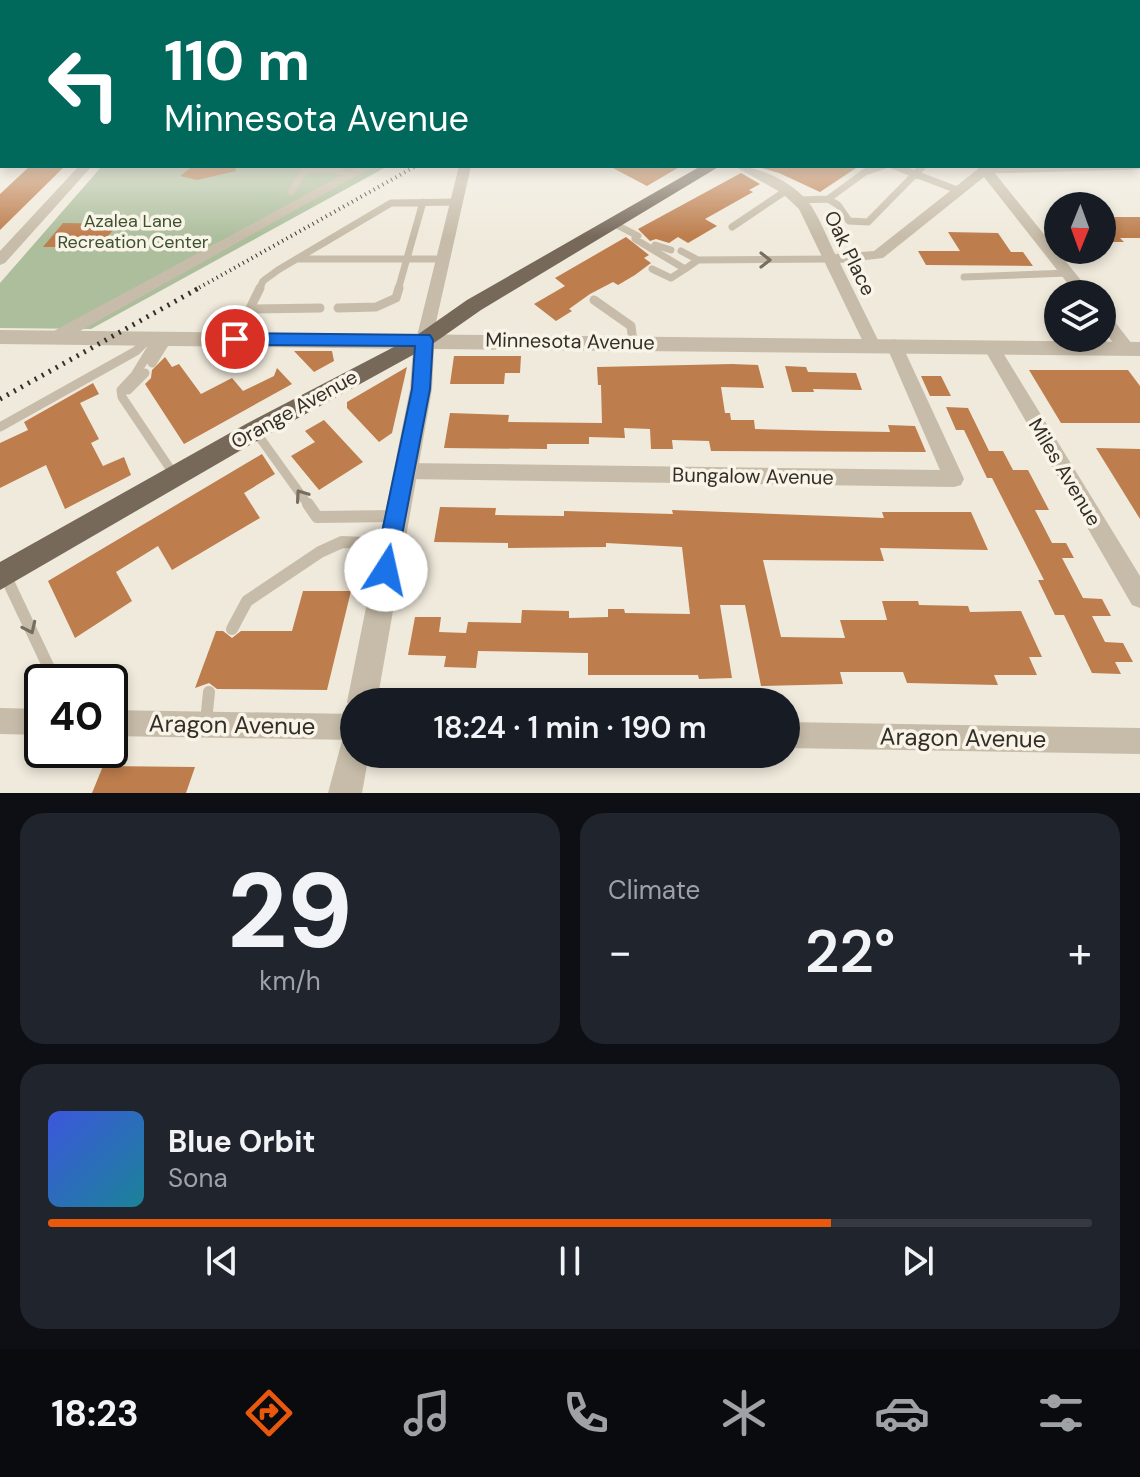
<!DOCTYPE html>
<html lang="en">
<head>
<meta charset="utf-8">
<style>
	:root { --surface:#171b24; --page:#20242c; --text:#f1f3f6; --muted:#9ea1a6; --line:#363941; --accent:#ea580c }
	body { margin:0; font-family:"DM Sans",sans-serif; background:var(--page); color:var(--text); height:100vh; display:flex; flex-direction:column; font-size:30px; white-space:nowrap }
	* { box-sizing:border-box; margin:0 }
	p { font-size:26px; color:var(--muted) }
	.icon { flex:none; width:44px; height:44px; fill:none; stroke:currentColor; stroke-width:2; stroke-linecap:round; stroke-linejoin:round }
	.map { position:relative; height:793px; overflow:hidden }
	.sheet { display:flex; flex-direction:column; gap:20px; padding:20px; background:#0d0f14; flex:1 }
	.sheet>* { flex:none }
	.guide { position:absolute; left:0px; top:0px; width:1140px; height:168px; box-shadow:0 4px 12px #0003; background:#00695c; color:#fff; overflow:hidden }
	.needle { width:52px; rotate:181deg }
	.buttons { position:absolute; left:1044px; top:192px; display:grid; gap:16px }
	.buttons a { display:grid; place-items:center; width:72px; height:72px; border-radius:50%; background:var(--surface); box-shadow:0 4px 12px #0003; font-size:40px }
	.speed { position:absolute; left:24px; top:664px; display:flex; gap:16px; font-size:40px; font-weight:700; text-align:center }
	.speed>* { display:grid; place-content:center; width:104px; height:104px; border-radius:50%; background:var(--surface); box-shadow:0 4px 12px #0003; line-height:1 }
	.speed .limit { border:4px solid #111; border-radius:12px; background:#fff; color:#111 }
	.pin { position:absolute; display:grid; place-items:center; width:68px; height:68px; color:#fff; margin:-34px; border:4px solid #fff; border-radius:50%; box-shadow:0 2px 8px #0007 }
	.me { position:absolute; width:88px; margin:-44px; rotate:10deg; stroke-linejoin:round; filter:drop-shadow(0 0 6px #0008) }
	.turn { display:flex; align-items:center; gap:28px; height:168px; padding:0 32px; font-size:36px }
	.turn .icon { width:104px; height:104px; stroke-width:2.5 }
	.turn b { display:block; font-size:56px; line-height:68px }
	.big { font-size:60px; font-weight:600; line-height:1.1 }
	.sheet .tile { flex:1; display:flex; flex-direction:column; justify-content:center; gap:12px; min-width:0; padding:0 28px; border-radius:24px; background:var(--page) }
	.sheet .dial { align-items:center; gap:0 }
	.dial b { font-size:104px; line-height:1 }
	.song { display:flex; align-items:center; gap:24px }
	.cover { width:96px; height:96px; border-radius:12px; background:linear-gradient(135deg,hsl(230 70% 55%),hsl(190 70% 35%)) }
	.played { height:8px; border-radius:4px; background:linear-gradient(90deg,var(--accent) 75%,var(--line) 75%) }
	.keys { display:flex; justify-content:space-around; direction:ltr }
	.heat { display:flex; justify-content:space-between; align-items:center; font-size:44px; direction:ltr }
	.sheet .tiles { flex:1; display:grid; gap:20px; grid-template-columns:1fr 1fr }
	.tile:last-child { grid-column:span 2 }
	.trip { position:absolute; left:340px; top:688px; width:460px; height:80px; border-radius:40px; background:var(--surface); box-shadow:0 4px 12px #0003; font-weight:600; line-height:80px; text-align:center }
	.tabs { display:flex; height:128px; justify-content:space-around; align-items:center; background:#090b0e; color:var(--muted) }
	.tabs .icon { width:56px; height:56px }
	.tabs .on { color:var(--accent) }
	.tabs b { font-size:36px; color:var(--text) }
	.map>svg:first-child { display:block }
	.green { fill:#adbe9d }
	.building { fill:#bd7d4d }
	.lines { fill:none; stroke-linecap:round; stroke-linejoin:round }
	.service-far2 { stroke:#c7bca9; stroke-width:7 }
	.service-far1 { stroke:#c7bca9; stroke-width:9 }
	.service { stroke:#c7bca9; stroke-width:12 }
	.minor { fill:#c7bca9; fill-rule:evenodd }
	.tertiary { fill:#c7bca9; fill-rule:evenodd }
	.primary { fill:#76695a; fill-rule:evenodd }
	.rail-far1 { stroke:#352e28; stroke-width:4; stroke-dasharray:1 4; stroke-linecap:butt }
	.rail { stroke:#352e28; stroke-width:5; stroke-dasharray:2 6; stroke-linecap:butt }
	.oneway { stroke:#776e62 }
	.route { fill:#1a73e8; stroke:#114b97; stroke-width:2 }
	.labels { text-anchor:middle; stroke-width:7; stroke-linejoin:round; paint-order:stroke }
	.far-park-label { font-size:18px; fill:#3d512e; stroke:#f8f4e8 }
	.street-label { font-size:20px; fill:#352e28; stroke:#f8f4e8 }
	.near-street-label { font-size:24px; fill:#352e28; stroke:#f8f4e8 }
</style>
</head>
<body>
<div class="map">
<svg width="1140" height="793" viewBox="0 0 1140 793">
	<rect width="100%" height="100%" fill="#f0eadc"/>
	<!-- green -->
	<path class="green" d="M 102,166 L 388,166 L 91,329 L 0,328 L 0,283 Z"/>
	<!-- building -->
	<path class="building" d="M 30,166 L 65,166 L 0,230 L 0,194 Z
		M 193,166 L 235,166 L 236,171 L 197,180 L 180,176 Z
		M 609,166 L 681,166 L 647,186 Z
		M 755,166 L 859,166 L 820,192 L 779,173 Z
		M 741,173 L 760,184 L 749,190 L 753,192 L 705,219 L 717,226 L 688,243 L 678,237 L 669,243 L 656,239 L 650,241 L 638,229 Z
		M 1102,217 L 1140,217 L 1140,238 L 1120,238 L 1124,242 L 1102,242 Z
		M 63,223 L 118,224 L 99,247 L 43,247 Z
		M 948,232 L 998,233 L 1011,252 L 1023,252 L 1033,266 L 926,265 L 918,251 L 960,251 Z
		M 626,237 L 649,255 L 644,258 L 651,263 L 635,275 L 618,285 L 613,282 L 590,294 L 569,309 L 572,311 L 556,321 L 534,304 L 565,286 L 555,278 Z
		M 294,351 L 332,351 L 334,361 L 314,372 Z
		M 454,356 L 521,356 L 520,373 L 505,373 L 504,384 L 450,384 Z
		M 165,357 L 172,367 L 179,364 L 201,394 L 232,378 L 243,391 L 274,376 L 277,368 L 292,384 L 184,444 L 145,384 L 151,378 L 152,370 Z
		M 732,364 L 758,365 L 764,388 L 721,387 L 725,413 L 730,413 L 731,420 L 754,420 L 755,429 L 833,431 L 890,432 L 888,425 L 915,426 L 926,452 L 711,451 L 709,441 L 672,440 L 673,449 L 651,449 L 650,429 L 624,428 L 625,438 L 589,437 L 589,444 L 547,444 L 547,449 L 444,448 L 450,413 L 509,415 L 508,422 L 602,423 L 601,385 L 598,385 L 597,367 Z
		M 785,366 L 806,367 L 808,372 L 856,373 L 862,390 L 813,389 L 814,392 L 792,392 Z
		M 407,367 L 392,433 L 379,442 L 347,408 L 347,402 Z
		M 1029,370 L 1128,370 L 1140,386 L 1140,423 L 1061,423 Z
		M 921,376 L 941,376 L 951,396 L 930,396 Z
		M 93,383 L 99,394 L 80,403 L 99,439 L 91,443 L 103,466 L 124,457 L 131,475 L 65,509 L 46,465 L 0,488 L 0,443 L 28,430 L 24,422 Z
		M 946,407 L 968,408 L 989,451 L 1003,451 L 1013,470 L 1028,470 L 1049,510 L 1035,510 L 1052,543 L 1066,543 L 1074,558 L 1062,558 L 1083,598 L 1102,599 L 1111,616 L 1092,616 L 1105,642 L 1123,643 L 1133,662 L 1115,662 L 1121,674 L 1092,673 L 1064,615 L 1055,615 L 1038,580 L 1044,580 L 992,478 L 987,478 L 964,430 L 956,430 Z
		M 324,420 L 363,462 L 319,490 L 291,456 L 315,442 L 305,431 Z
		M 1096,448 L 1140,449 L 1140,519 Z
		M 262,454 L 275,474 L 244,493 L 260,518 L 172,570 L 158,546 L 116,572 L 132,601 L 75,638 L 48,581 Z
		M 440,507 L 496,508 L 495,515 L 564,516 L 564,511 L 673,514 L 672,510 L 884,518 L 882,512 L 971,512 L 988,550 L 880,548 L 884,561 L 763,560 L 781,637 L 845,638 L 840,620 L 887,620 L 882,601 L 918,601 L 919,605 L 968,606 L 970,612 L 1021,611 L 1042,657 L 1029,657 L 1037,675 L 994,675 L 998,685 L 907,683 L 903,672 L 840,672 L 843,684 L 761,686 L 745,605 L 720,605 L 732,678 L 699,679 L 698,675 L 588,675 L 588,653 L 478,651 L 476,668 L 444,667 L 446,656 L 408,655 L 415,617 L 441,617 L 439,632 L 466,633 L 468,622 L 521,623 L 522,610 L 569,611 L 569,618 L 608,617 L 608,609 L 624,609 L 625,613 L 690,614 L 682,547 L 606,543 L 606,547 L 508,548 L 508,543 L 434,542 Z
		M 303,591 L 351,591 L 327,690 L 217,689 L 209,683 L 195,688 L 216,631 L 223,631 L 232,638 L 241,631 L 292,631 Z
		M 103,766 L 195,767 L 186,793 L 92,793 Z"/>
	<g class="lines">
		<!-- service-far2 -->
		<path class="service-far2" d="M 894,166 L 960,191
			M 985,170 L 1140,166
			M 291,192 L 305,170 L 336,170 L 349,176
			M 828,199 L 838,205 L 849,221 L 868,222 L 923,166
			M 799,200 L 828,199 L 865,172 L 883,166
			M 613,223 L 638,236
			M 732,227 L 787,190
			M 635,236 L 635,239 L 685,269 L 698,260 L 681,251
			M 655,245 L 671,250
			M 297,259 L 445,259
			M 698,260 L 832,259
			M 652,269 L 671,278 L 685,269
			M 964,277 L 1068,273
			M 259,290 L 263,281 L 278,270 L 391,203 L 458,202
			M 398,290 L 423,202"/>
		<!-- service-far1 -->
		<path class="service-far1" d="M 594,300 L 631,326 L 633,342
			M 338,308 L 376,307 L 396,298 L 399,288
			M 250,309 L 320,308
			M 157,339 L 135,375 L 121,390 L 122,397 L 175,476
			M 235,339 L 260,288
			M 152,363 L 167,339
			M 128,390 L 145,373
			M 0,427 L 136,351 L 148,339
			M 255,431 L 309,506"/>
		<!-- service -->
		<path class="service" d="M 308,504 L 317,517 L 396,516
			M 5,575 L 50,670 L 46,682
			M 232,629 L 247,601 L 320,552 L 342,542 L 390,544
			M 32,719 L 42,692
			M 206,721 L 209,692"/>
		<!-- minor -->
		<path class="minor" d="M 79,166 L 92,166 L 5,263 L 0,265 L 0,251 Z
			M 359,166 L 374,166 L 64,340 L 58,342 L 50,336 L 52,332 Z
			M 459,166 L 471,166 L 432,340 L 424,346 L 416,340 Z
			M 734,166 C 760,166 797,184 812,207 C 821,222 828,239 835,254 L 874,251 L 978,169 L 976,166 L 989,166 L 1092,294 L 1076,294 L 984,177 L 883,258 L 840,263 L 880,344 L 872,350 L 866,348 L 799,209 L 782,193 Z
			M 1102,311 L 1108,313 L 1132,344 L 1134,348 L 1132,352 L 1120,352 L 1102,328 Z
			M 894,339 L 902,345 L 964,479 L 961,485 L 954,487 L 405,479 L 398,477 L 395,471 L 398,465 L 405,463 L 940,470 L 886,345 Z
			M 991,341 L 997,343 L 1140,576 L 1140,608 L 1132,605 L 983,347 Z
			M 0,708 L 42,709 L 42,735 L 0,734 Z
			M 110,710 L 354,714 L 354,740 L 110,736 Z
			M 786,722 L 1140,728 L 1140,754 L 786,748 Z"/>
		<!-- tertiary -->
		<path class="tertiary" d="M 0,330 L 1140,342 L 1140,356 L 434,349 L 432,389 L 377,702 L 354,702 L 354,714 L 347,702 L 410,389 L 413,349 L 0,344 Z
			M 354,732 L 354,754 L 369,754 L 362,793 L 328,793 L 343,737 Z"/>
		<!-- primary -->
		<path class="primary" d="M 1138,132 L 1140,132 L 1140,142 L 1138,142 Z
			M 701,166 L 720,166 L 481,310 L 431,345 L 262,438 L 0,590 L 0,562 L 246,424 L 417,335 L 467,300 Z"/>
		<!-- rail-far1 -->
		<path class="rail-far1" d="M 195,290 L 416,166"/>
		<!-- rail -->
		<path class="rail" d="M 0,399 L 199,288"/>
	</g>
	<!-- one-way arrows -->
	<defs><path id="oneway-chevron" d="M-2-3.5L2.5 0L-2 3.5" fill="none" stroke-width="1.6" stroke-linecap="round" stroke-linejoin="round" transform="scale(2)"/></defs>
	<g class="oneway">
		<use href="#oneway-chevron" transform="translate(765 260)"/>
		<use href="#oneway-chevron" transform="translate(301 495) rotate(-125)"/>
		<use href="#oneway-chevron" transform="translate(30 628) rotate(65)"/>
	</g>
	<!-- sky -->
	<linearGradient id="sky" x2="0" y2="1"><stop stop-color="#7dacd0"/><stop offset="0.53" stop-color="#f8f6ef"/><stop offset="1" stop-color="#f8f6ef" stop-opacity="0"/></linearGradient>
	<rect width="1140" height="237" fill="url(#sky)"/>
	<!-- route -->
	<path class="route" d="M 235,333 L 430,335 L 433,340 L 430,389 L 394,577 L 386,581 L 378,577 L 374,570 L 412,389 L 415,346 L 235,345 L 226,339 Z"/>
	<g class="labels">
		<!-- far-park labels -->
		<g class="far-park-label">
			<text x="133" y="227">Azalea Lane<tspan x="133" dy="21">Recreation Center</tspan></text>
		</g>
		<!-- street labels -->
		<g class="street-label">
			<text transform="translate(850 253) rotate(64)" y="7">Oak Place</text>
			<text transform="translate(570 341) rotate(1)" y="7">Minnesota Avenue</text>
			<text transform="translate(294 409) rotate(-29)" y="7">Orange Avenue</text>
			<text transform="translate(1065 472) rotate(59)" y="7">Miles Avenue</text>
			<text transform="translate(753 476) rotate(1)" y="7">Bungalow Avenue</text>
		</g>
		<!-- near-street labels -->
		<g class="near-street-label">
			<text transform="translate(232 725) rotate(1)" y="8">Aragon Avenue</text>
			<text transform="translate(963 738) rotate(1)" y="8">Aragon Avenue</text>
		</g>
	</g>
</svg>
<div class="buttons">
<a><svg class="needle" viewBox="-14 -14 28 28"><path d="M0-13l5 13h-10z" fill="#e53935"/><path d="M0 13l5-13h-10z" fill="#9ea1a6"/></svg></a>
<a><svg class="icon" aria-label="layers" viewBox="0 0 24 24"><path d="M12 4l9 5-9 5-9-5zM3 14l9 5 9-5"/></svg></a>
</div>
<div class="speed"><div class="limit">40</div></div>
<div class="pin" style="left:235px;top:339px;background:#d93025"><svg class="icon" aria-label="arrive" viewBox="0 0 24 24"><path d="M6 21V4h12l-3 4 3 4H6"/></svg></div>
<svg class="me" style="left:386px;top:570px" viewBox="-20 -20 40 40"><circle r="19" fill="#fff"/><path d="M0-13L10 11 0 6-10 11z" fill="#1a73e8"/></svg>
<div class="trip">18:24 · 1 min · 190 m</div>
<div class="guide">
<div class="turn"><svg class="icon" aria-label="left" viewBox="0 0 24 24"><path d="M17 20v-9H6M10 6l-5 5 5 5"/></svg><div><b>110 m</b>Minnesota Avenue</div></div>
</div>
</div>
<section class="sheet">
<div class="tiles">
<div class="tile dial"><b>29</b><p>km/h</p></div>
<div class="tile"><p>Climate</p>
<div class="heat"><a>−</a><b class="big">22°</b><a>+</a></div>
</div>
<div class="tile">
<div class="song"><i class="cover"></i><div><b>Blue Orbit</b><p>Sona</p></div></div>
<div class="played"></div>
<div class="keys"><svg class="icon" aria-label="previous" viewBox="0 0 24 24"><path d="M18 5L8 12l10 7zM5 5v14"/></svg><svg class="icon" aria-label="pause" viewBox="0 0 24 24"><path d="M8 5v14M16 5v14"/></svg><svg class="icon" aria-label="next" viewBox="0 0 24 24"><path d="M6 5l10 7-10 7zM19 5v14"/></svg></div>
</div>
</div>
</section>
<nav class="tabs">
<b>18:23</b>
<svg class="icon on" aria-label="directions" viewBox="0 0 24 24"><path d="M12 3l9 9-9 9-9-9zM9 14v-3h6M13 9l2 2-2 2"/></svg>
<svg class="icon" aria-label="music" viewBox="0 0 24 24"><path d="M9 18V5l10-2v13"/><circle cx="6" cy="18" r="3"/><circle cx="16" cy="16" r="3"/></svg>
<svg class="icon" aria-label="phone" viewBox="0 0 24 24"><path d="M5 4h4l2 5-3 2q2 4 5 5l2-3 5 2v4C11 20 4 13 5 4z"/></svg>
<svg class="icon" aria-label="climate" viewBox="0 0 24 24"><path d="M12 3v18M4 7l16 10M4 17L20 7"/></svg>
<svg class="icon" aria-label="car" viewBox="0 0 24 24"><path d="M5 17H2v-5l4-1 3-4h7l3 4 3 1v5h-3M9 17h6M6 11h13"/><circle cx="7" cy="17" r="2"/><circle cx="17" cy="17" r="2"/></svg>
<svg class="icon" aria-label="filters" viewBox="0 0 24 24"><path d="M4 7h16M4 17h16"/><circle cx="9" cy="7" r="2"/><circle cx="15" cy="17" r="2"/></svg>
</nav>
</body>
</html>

○ ○ ○ ○

_What you need to do_.
Give the number of lines in the records that contain the string "buttons", with no other output.

_Response_.
3